En quarante de bégaiement socio-économique, qu’a-t-on récolté au bout du compte ? Une société politique incapable de faire valoir un projet de société viable et crédible, voire un quelconque projet tout court, une société civile qui se démène dans un magmas de je-m’en-foutisme quasi généralisé et un appareil d’Etat en éternelle dispute avec ses intestins.

Dans les faits, l’Etat national n’a jamais été présent et vigilant là où il le fallait. Ainsi, en termes d’aménagement de territoire, le Maroc est plusieurs Maroc, c’est-à-dire une évolution à multiple vitesses. Le Rif, parce que de lui viennent les derniers deux rappels mortels (tremblement et terroristes madrilènes) a été abandonné au sort que lui a réservé la nature. Pourtant, l’Autorité publique sait – savait déjà – que cette région est terriblement infortunée et fait le lit de deux phénomènes criminels : le trafic de drogue et l’activisme islamiste armé (dixit le Commissaire Colombo !)…

Or, à Casablanca, la mémoire marocaine a cru en l’isolement du crime terroriste. Nous avions tous convenu que le Marocain ne peut se reconnaître dans les criminels du 16 mai 2003. Mais après Madrid, qui d’entre nous ne s’est pas posé la question lancinante suivante : et maintenant ? Car, avouons-le avec réalisme, ce maintenant est porté comme un lourd et humiliant fardeau pour tous les Marocains qui, par obligation professionnelle ou devoir public, sortent à l’étranger. Et en cela, nous sommes tous profondément concernés.
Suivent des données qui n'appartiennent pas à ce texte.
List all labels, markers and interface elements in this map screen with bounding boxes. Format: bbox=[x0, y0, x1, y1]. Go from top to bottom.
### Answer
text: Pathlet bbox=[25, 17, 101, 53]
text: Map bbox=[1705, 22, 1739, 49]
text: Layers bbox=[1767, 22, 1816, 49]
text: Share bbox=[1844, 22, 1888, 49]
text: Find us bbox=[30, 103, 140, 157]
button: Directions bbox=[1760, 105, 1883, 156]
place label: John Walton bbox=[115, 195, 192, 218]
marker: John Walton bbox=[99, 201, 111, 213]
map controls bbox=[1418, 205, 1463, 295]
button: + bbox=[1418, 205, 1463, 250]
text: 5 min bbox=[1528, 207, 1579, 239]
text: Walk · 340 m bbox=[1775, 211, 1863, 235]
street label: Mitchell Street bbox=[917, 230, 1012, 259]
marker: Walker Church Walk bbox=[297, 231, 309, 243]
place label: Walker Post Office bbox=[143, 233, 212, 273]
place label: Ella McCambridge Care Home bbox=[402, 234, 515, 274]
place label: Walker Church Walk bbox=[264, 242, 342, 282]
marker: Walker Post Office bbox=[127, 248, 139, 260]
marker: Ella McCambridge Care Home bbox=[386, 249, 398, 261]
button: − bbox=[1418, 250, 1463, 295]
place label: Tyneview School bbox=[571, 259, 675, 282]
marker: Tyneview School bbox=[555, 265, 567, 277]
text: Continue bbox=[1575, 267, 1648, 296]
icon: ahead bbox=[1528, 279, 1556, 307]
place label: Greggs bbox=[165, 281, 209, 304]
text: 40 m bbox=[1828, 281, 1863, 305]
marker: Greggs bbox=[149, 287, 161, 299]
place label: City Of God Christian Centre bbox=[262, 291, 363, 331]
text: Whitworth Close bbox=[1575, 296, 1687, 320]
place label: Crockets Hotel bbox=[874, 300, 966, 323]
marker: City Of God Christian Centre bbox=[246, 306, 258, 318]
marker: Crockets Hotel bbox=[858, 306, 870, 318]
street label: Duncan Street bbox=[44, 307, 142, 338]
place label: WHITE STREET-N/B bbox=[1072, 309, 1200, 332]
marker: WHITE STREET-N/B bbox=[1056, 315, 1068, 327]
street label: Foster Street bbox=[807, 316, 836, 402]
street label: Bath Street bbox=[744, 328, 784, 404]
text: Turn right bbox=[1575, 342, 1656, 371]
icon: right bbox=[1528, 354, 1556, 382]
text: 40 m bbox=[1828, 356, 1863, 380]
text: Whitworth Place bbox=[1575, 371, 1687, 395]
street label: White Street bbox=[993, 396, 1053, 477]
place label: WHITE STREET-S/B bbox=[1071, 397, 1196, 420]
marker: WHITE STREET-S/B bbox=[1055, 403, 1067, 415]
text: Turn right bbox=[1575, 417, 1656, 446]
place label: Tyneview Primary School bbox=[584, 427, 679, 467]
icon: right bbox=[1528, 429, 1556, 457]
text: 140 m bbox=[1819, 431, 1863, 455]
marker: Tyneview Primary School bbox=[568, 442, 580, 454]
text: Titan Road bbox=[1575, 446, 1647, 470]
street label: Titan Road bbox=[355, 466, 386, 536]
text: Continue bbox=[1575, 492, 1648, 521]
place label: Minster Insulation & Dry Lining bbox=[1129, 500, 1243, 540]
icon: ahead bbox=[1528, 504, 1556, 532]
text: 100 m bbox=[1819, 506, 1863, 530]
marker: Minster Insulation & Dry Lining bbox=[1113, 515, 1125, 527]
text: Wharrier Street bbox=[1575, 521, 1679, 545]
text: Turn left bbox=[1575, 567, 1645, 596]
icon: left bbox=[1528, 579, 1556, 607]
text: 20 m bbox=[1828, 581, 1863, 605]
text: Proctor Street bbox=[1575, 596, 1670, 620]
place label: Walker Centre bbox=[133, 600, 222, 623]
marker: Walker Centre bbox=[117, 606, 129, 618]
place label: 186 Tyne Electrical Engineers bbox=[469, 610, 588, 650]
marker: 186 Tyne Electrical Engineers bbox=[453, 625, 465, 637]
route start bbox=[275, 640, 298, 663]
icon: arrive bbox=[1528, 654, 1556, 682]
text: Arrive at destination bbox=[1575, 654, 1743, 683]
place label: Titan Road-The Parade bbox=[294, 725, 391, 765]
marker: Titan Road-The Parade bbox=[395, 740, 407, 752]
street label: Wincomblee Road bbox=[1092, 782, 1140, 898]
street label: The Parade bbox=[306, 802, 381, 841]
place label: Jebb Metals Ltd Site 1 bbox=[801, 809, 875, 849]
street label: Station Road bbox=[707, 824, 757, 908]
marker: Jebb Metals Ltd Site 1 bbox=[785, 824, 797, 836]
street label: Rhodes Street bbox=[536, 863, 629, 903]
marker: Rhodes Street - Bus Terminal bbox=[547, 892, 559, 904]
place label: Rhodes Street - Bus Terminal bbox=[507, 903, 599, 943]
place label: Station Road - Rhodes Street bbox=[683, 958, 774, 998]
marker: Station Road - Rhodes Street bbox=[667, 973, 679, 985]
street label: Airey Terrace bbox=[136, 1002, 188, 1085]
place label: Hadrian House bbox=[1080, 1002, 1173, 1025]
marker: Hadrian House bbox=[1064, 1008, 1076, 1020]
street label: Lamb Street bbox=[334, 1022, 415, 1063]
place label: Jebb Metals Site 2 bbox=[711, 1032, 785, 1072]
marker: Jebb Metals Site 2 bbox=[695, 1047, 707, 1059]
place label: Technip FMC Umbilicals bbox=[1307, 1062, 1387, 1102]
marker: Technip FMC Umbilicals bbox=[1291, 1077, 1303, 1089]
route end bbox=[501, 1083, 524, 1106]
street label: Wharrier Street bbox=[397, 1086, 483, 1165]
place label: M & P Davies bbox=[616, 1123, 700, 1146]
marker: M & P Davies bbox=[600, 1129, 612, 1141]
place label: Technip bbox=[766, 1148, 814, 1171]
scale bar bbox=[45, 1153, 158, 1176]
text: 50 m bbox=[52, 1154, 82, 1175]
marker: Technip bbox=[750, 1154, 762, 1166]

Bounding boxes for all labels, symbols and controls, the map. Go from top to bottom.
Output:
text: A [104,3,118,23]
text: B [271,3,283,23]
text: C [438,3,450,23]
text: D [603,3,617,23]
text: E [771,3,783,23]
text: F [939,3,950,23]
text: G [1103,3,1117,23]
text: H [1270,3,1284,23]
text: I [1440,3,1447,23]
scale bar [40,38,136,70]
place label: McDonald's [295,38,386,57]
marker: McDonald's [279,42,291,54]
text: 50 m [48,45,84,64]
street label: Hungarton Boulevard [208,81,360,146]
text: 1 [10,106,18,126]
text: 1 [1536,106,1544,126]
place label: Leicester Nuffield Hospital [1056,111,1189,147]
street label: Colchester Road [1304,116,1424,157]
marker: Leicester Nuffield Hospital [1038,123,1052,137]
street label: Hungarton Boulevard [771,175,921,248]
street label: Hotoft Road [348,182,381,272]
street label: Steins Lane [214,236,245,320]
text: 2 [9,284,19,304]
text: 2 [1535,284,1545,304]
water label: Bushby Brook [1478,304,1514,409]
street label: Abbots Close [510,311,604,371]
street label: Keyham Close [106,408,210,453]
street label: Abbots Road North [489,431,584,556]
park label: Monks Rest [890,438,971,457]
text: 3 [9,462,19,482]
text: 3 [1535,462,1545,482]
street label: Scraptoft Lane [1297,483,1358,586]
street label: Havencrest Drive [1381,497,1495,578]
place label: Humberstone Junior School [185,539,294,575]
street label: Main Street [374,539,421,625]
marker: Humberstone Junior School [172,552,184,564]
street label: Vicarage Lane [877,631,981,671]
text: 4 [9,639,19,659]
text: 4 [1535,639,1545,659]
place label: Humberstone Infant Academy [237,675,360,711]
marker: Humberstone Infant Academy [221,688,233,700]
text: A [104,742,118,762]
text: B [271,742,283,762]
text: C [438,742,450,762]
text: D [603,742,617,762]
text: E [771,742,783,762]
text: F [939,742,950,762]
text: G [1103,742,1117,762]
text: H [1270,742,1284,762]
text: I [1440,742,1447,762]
A contre sens de ces ruptures, cependant, la rue continue de parler de changement ou de remaniement gouvernemental, comme si cela pouvait régler les vrais problèmes du Maroc actuel. Or, là, également, il faudra se rendre compte d’un fait têtu : le Maroc peut fonctionner, sincèrement, au rythme où l’on évolue, avec un cabinet quasi administratif, le roi pouvant dresser directives et instructions à l’administration en l’absence d’un quelconque gouvernement. Rares sont, en effet, les ministres qui méritent leur nom. D’ailleurs, la quasi-majorité des départements ministériels sont gérés par une administration permanente qui bénéficie de la continuité et de la stabilité statutaires. Alors, gouvernement ou pas, là n’est pas le vrai défi posé au Maroc d’aujourd’hui.

Le défi, réel, insistant, présent et pressent est de revoir l’ensemble des mécanismes, procédures et modalités de sélection, de nomination et de rendement des appareils d’Etat. Et, en conséquence, faire du devoir le préalable obligatoire et automatique au bénéfice du droit. En accompagnement de ce mouvement, la sanction doit être le corollaire de l’erreur, de l’indifférence et du laisser aller. Tout cela en sachant que sans productivité vérifiable in situ, il ne peut y avoir de rémunération.

De bout en bout de cette chaîne, le Maroc doit arrêter le saignement structurel que constituent primes et salaires défiant la norme et la logique, dans un pays qui n’en finit pas de s’endetter et faire appel à l’assistance internationale.